README.md
October 21, 2025 · View on GitHub
LLaVA-3D: A Simple yet Effective Pathway to Empowering LMMs with 3D Capabilities
Chenming Zhu
Tai Wang*
Wenwei Zhang
Jiangmiao Pang
Xihui Liu*
The University of Hong Kong Shanghai AI Laboratory
🏠 Introducing LLaVA-3D
🔥 News
- [2025-07-11] :hearts: Our paper is accepted by ICCV 2025! See u in Hawaii! We release the full
LLaVA-3D-Instruct-86OKdata on HuggingFace! - [2024-11-29] We update the custom data instruction tuning tutorial, now you can train the model on your own dataset!
- [2024-10-19] We release the inference codes with checkpoints as well as the image and 3D scene demos. You can chat with LLaVA-3D with your own machines.
- [2024-09-28] We release the paper of LLaVA-3D. 🎉
📋 Contents
- 🔍 Model Architecture
- 🔨 Install
- 📦 Model Zoo
- 🤖 Demo
- 📝 TODO List
- 🔗 Citation
- 📄 License
- 👏 Acknowledgements
🔍 Model Architecture
🔨 Install
We test our codes under the following environment:
- Python 3.10
- Pytorch 2.1.0
- CUDA Version 11.8
To start:
- Clone this repository.
git clone https://github.com/ZCMax/LLaVA-3D.git
cd LLaVA-3D
- Install Packages
conda create -n llava-3d python=3.10 -y
conda activate llava-3d
pip install torch==2.1.0 torchvision==0.16.0 torchaudio==2.1.0 --index-url https://download.pytorch.org/whl/cu118
pip install torch-scatter -f https://data.pyg.org/whl/torch-2.1.0+cu118.html
pip install -e .
-
Download the Camera Parameters File and put the json file under the
./playground/data/annotations. -
Install additional packages for training cases
pip install -e ".[train]"
pip install flash-attn --no-build-isolation
📦 Model Zoo
The trained model checkpoints are available here. Currently we only provide the 7B model, and we will continue to update the model zoo.
🤖 Demo
We currently support single image as inputs for 2D tasks and posed RGB-D images as inputs for 3D tasks. You can run the demo by using the script llava/eval/run_llava_3d.py. For 2D tasks, use the image-file parameter, and for 3D tasks, use the video-path parameter to provide the corresponding data. Here, we provide some demos as examples:
2D Tasks
python llava/eval/run_llava_3d.py \
--model-path ChaimZhu/LLaVA-3D-7B \
--image-file https://llava-vl.github.io/static/images/view.jpg \
--query "What are the things I should be cautious about when I visit here?"
3D Tasks
We provide the demo scene here. Download the demo data and put it under the ./demo.
- 3D Question Answering
python llava/eval/run_llava_3d.py \
--model-path ChaimZhu/LLaVA-3D-7B \
--video-path ./demo/scannet/scene0356_00 \
--query "Tell me the only object that I could see from the other room and describe the object."
- 3D Dense Captioning
python llava/eval/run_llava_3d.py \
--model-path ChaimZhu/LLaVA-3D-7B \
--video-path ./demo/scannet/scene0566_00 \
--query "The related object is located at [0.981, 1.606, 0.430]. Describe the object in detail."
- 3D Localization
python llava/eval/run_llava_3d.py \
--model-path ChaimZhu/LLaVA-3D-7B \
--video-path ./demo/scannet/scene0382_01 \
--query "The related object is located at [-0.085,1.598,1.310]. Please output the 3D bounding box of the object and then describe the object."
📝 TODO List
- [x] Release the training and inference code.

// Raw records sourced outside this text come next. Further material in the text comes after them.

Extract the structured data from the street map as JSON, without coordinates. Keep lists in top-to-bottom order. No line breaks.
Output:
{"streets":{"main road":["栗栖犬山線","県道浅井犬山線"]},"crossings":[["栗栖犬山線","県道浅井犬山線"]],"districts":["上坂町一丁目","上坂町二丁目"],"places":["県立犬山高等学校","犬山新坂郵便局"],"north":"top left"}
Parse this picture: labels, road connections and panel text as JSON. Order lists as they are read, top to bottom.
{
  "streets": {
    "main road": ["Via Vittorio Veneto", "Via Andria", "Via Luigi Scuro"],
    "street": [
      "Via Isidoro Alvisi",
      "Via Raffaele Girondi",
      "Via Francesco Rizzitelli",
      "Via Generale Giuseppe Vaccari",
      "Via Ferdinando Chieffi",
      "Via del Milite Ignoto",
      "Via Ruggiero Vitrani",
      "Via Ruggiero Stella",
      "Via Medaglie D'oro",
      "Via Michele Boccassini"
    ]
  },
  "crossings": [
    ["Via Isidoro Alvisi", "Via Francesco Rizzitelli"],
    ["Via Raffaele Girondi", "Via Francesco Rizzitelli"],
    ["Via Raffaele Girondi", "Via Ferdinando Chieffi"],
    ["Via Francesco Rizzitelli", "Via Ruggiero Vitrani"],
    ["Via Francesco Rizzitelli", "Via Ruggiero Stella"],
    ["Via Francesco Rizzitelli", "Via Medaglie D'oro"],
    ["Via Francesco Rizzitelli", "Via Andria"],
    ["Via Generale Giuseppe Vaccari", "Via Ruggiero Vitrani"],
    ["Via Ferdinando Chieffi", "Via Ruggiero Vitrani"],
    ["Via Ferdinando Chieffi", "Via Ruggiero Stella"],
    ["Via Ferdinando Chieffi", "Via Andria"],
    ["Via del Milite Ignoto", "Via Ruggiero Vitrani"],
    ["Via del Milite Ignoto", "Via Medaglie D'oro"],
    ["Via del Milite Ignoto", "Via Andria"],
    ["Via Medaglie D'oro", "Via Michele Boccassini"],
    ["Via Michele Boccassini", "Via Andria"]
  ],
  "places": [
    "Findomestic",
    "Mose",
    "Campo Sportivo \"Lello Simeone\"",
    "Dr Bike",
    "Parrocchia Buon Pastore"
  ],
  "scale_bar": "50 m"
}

- [x] Release the checkpoint, demo data and script.
- [x] Release the training datasets.
- [ ] Release the full code.
🔗 Citation
If you find our work and this codebase helpful, please consider starring this repo 🌟 and cite:
@article{zhu2024llava,
title={LLaVA-3D: A Simple yet Effective Pathway to Empowering LMMs with 3D-awareness},
author={Zhu, Chenming and Wang, Tai and Zhang, Wenwei and Pang, Jiangmiao and Liu, Xihui},
journal={arXiv preprint arXiv:2409.18125},
year={2024}
}
📄 License
This work is under the Creative Commons Attribution-NonCommercial-ShareAlike 4.0 International License.